The Washington Post has established breaking-news hubs in London and Seoul, South Korea, which gives the growing news operation 24-hour worldwide coverage.
The Press Gazette, which tracks media developments in the U.K., interviewed Sara Sorcher, the London hub editor, who says she hopes the move can help the Post expand its digital subscription base. Already, she said, about 10% of the paper’s 3 million or so digital subscribers are outside the U.S. Sorcher has also worked for USA Today and for the Boston-based Christian Science Monitor.
The hubs come as the Post is in the midst of hiring another 150 or so journalists, which will bring the number of full-timers to more than 1,000, the most in the paper’s history.
Here’s how Sorcher says the three-city breaking-news team will work:
The idea is for a fast and seamless, round-the-clock operation.

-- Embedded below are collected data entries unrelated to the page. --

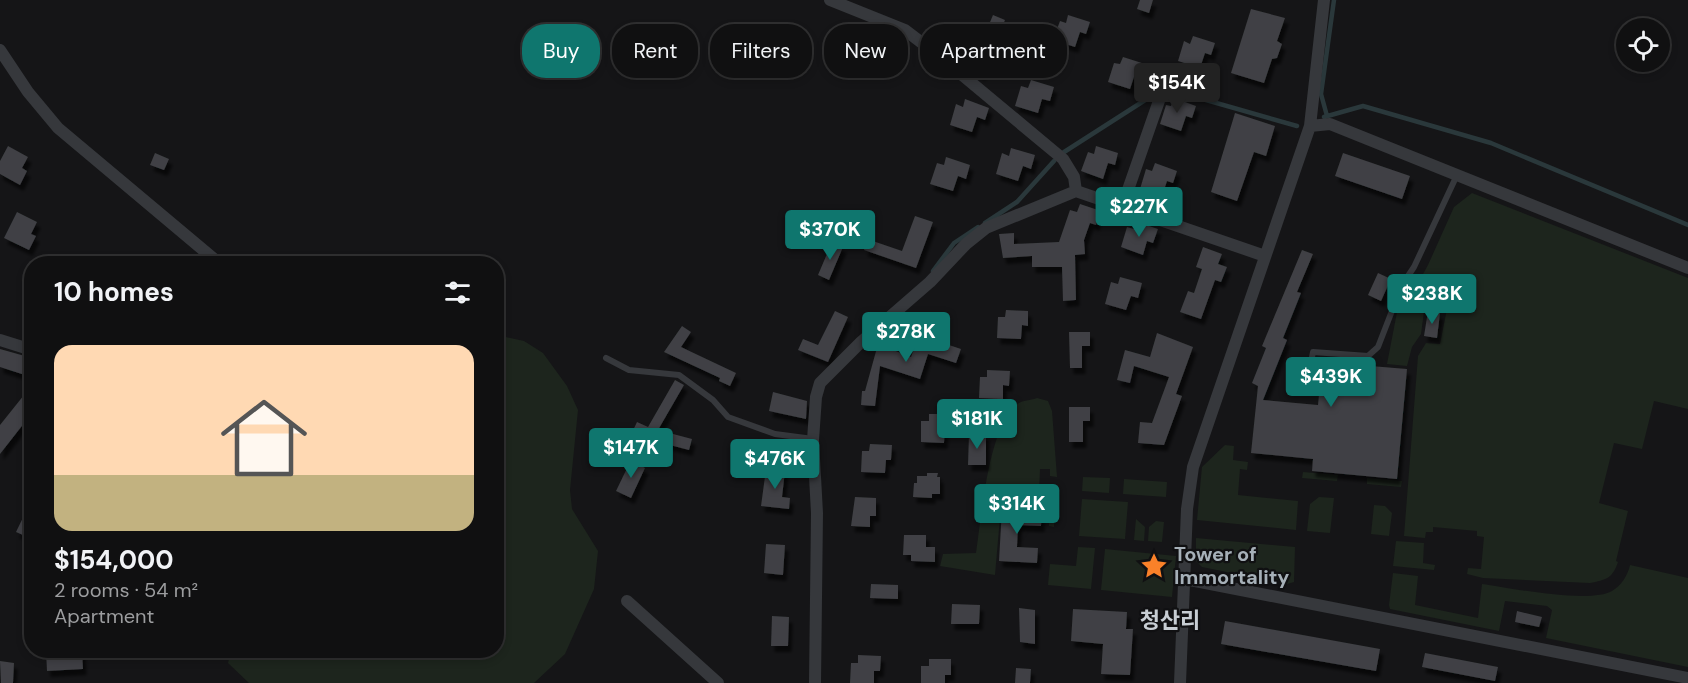 <!DOCTYPE html>
<meta charset="utf-8">
<style>
:root{--surface:#101011;--page:#19191a;--text:#f1f3f6;--muted:#9c9d9f;--line:#303031;--accent:#0f766e}
body{margin:0;font-family:"DM Sans","Noto Sans KR",sans-serif;background:var(--page);color:var(--text);height:100vh;display:flex;flex-direction:column;font-size:22px;white-space:nowrap}
*{box-sizing:border-box;margin:0}
p{font-size:20px;color:var(--muted)}
.icon{flex:none;width:33px;height:33px;fill:none;stroke:currentColor;stroke-width:2;stroke-linecap:round;stroke-linejoin:round}
.map{position:relative;flex:1;overflow:hidden}
.drawer{position:absolute;left:24px;top:256px;width:480px;height:402px;display:flex;flex-direction:column;background:var(--surface);border-radius:24px;box-shadow:0 3px 9px #0003,0 0 0 2px var(--line)}
.drawer>*{flex:none}
.top-card{position:absolute;left:522px;top:24px;width:570px;height:54px;display:flex;gap:12px}
.fabs{position:absolute;left:1616px;top:18px;display:grid;gap:12px}
.fabs a{display:grid;place-items:center;width:54px;height:54px;border-radius:50%;background:var(--surface);box-shadow:0 3px 9px #0003,0 0 0 2px var(--line);font-size:30px}
.price{position:absolute;translate:-50% -51px;padding:0 14px;border-radius:6px;background:var(--accent);color:#fff;font-size:20px;line-height:39px;filter:drop-shadow(0 2px 3px #0008)}
.price::after{content:'';position:absolute;left:50%;top:36px;width:18px;height:14px;margin-left:-9px;background:inherit;clip-path:polygon(0 0,100% 0,50% 100%)}
.price.active{background:#222;color:#fff}
ul{padding:0;list-style:none}
li{display:grid;align-content:center;gap:12px;height:318px;padding:0 30px}
li span{display:grid;place-items:center;height:186px;border-radius:18px;color:#555}
li>.icon{margin-inline-start:auto}
span .icon{width:108px;height:108px;fill:#fffc;stroke-width:1}
li b{font-size:26px}
h2{display:flex;justify-content:space-between;align-items:center;height:72px;padding:0 30px;font-size:26px}
.pill{padding:0 21px;border-radius:24px;background:var(--surface);box-shadow:0 3px 9px #0003,0 0 0 2px var(--line);font-size:21px;line-height:54px}
.pill.active{background:var(--accent);color:#fff}
.map>svg:first-child{display:block}
</style>
<div class="map">
<svg width="1688" height="683" viewBox="0 0 1688 683">
<defs>
<filter id="shadow"><feDropShadow dx="3.5" dy="6" stdDeviation="1.5" flood-color="#0009"/></filter>
</defs>
<rect width="100%" height="100%" fill="#151517"/>
<path fill="#1d251d" d="M1472,193L1688,278V409L1654,401L1642,449L1614,443L1599,503L1628,511L1616,561L1618,562C1613,578 1606,580 1590,583L1483,578L1467,574L1468,568L1481,569L1484,537L1477,536V531L1433,527V532H1426L1425,538L1404,536L1418,356L1426,343L1440,344L1447,309L1425,304L1421,334L1412,347L1407,366L1387,364L1398,307L1413,292L1428,265L1454,207Z
M497,335L524,341L543,353L567,386L578,410L570,490L572,509L598,551L594,589L565,654L534,683H249L228,663L231,651H496Z
M1037,398L1048,401L1052,411L1057,477L1050,476V469H1040L1039,495L1049,496L1050,490H1056L1054,527L1049,526V517H1043L1044,508L1001,506L995,575L940,566L943,554L976,553C981,520 989,420 1019,403C1024,400 1032,400 1037,398Z
M1225,445L1234,446L1233,460L1248,462L1247,470L1240,469L1238,495L1298,501L1296,530L1197,520L1202,467Z
M1303,472L1338,475L1337,481L1302,478Z
M1083,477L1110,478L1109,493L1082,491Z
M1367,478L1402,481L1401,487L1367,484Z
M1124,479L1167,482L1166,497L1123,494Z
M1319,497L1334,498L1330,533L1307,531L1310,504Z
M1082,499L1128,502L1125,539L1079,536Z
M1374,505L1385,506L1392,513L1389,536L1371,534Z
M1136,519L1145,527L1144,541L1134,540Z
M1156,521L1164,522L1162,542L1148,541L1149,527Z
M1196,538L1295,547L1294,582L1287,584L1202,567L1196,561Z
M1396,541L1424,543L1423,563L1435,565L1434,570L1393,566Z
M1078,547L1095,548L1091,589L1048,585L1050,564L1076,566Z
M1105,549L1176,556L1172,597L1101,590Z
M1630,565L1688,578V667L1546,638L1552,610L1547,606L1505,601L1499,631L1390,609L1389,605L1393,573L1418,576L1415,605L1478,618L1482,584C1510,588 1590,604 1612,591C1621,586 1628,575 1630,565Z"/>
<g fill="none" stroke-linecap="round" stroke-linejoin="round">
<path stroke="#2a383b" stroke-width="4.5" d="M1327,116L1321,94L1334,0
M1324,117L1363,106L1491,143L1688,225
M1061,154L1164,88L1297,126
M985,223L1017,202L1054,161
M933,271L954,243L978,227"/>
</g>
<path fill="#3f4044" filter="url(#shadow)" d="M1140,0H1153L1149,13L1137,9Z
M1251,9L1285,18L1277,41L1282,44L1277,58L1272,59L1264,83L1231,73Z
M993,15L1005,20L982,75L970,70Z
M1068,15L1090,22L1086,34L1080,32L1075,47L1053,40L1060,21L1066,23Z
M1193,36L1215,43L1211,55L1205,53L1200,68L1178,61L1184,41L1190,44Z
M1123,57L1145,64L1141,76L1135,74L1130,89L1108,82L1114,63L1120,64Z
M1031,80L1054,87L1050,101L1042,99L1038,113L1015,106L1021,86L1028,88Z
M1174,98L1196,106L1192,118L1186,116L1181,131L1160,124L1166,105L1171,106Z
M965,99L989,108L985,120L977,117L972,132L950,125L956,104L963,107Z
M1235,113L1275,126L1266,156L1254,152L1237,201L1211,192Z
M8,146L28,157L22,168L27,171L20,185L0,174V161Z
M1096,146L1118,153L1115,165L1108,163L1103,179L1081,171L1088,152L1094,154Z
M1011,148L1035,155L1031,169L1023,166L1018,181L996,174L1002,153L1009,156Z
M155,153L169,159L164,170L150,165Z
M1343,153L1410,176L1402,199L1335,176Z
M946,157L970,165L966,179L958,176L953,191L930,184L937,163L944,165Z
M1155,163L1177,171L1173,183L1167,181L1162,196L1140,189L1146,169L1152,171Z
M1080,204L1101,211L1096,225L1090,223L1084,240L1085,254L1075,255L1076,300L1063,301L1062,267H1032V256L1003,258L999,234L1014,233V244L1059,242L1070,210L1077,212Z
M17,212L37,222L31,234L36,236L29,250L4,238Z
M915,216L933,222L916,268L864,250L867,239L902,251Z
M1137,222L1158,229L1153,243L1147,241L1143,255L1121,247L1127,227L1134,229Z
M832,242L843,247L829,280L818,275Z
M1203,247L1222,254L1218,264L1227,267L1221,282L1215,280L1201,319L1180,312L1188,291L1194,293L1202,269L1196,267Z
M1302,250L1313,254L1297,292L1301,293L1283,338L1287,340L1263,400L1318,405L1322,362L1407,369L1397,479L1312,471L1313,459L1251,453L1258,386L1252,383L1266,348L1262,346Z
M1378,273L1391,279L1381,301L1368,295Z
M1120,277L1142,283L1138,298L1131,296L1126,310L1105,304L1111,282L1118,284Z
M1006,310L1028,311V326L1022,325L1021,339L997,338L998,317H1005Z
M835,311L848,317L828,362L798,350L803,339L818,345Z
M1428,311L1440,313L1437,338L1424,336Z
M682,326L691,332L681,347L736,373L730,386L719,381L720,378L664,352Z
M1069,332H1090V346H1082V368H1070Z
M1157,333L1193,347L1176,394L1182,396L1164,445L1138,443L1140,422L1152,423L1169,377L1134,366L1130,383L1117,380L1125,350L1150,357Z
M919,335L961,349L956,363L928,354L920,379L880,366L875,406L861,405L862,391H865L878,344L911,357Z
M0,349L32,358L28,376L0,367Z
M987,370L1010,371L1009,386L1003,385V399L979,398L980,377H987Z
M675,380L684,385L658,430L692,439L689,450L643,438L639,446L628,441L637,422L648,427Z
M32,385V413L0,454V425Z
M773,392L807,401L806,419L769,411Z
M1069,407H1090V421H1083V442H1069Z
M929,414H951V429H945L944,443L921,442V421H929Z
M969,434H986V465H968Z
M870,444L892,445L891,460H886L885,473L861,472L862,451H869Z
M631,460L645,468L631,498L616,491Z
M766,469L785,471L782,497L790,498L789,509L761,506Z
M927,473H938L937,477H940V494H932V498L913,497L914,483H917V476H927Z
M855,497L876,498V516H870V527L851,526Z
M32,499V539L16,532Z
M1002,508L1042,510L1041,526L1018,525L1017,547L1038,548L1037,563L999,561Z
M904,535H926V547H935V562L911,561V555H903Z
M766,544L785,545L783,575L764,573Z
M871,584L898,585V599L870,598Z
M952,604L980,605L979,624H951Z
M1019,608L1035,610V644L1020,642Z
M1073,609L1127,612L1126,629H1133L1130,675L1101,674L1103,644L1071,641Z
M1517,611L1542,617L1539,627L1515,622Z
M772,616L789,617L788,646H771Z
M1225,621L1380,649L1376,671L1221,644Z
M46,651H82L83,669L47,671Z
M1425,653L1498,667L1495,681L1422,667Z
M858,655L881,656L880,671H874V683H850L851,663H858Z
M929,659H951V675H945V683H921V666H929Z
M0,661L14,663L13,683H1Z
M1016,668L1031,669L1030,683H1015Z"/>
<g fill="none" stroke-linecap="round" stroke-linejoin="round">
<path stroke="#36383c" stroke-width="6" d="M606,358L629,370L679,375L713,400L728,417L775,434L813,439
M1306,389L1313,352L1368,356L1378,347L1402,285L1414,267L1457,175"/>
<path stroke="#36383c" stroke-width="12" d="M0,50L28,92L58,128L220,264
M1310,126L1330,124L1688,268
M1076,191L1265,256
M1122,207L1161,95
M0,340L32,350
M1185,579L1688,678
M627,601L718,683
M815,683L817,513L813,440L816,397L820,383L861,342L930,282L966,244L986,228L1076,191L1074,177L1063,159L943,59L905,30L830,0
M1180,683L1187,509L1193,467L1310,126L1324,0"/>
</g>
<defs>
<symbol id="sight-bare" viewBox="-9 -9 18 18"><path d="M0-6L1.8-2.2L6-1.7L2.9 1.2L3.7 5.4L0 3.3L-3.7 5.4L-2.9 1.2L-6-1.7L-1.8-2.2Z" fill="#fa8129" stroke="#101012" stroke-width="2.5" paint-order="stroke"/></symbol>
</defs>
<g fill-rule="evenodd">
<use href="#sight-bare" x="1135" y="547" width="38" height="38"/>
</g>
<g text-anchor="middle" dominant-baseline="central" stroke-width="4.5" stroke-linejoin="round" paint-order="stroke">
<g font-size="20" font-weight="bold" fill="#a6b0b8" stroke="#101012" text-anchor="start">
<text x="1174" y="554">Tower of<tspan x="1174" dy="23">Immortality</tspan></text>
</g>
<g font-size="22" font-weight="bold" fill="#c7cdd3" stroke="#101012">
<text x="1170" y="620">청산리</text>
</g>
</g>
</svg>
<div class="fabs">
<a><svg class="icon" aria-label="locate" viewBox="0 0 24 24"><circle cx="12" cy="12" r="6"/><path d="M12 2v4M12 18v4M2 12h4M18 12h4"/></svg></a>
</div>
<b class="price active" style="left:1177px;top:114px">$154K</b>
<b class="price" style="left:1139px;top:238px">$227K</b>
<b class="price" style="left:830px;top:261px">$370K</b>
<b class="price" style="left:1432px;top:325px">$238K</b>
<b class="price" style="left:906px;top:363px">$278K</b>
<b class="price" style="left:1331px;top:408px">$439K</b>
<b class="price" style="left:977px;top:450px">$181K</b>
<b class="price" style="left:631px;top:479px">$147K</b>
<b class="price" style="left:775px;top:490px">$476K</b>
<b class="price" style="left:1017px;top:535px">$314K</b>
<div class="top-card">
<a class="pill active">Buy</a>
<a class="pill">Rent</a>
<a class="pill">Filters</a>
<a class="pill">New</a>
<a class="pill">Apartment</a>
</div>
<section class="drawer">
<h2>10 homes<svg class="icon" aria-label="filters" viewBox="0 0 24 24"><path d="M4 7h16M4 17h16"/><circle cx="9" cy="7" r="2"/><circle cx="15" cy="17" r="2"/></svg></h2>
<ul>
<li><span style="background:linear-gradient(#ffd9b3 70%,#c2b280 0)"><svg class="icon" aria-label="home" viewBox="0 0 24 24"><path d="M3 11l9-7 9 7M6 9v11h12V9"/></svg></span><div><b>$154,000</b><p>2 rooms · 54 m²</p><p>Apartment</p></div></li>
</ul>
</section>
</div>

Breaking news responsibilities will be handed off every night from the Washington newsroom to Seoul and then to London and then back to Washington in their morning.
I call it a news relay. That’s the vision for it. As part of the newsroom’s 24-hour workflow, a London editor will take a turn each day as point for those global coverage decisions, and the hub will operate seven days a week.
This strikes me as a pretty smart strategy, and it suggests that the Post, which for a while seemed to have stalled in its rivalry with The New York Times (which has 7.5 million digital and print subscriptions), is intent on catching up again.
When you add The Wall Street Journal, we have three great daily newspapers in the U.S. All of them grew during the Trump era, and all of them now need to pivot to what’s next. A renewed focus on serious international news seems like a good direction to try — as long as the notoriously parochial American audience can be persuaded to engage.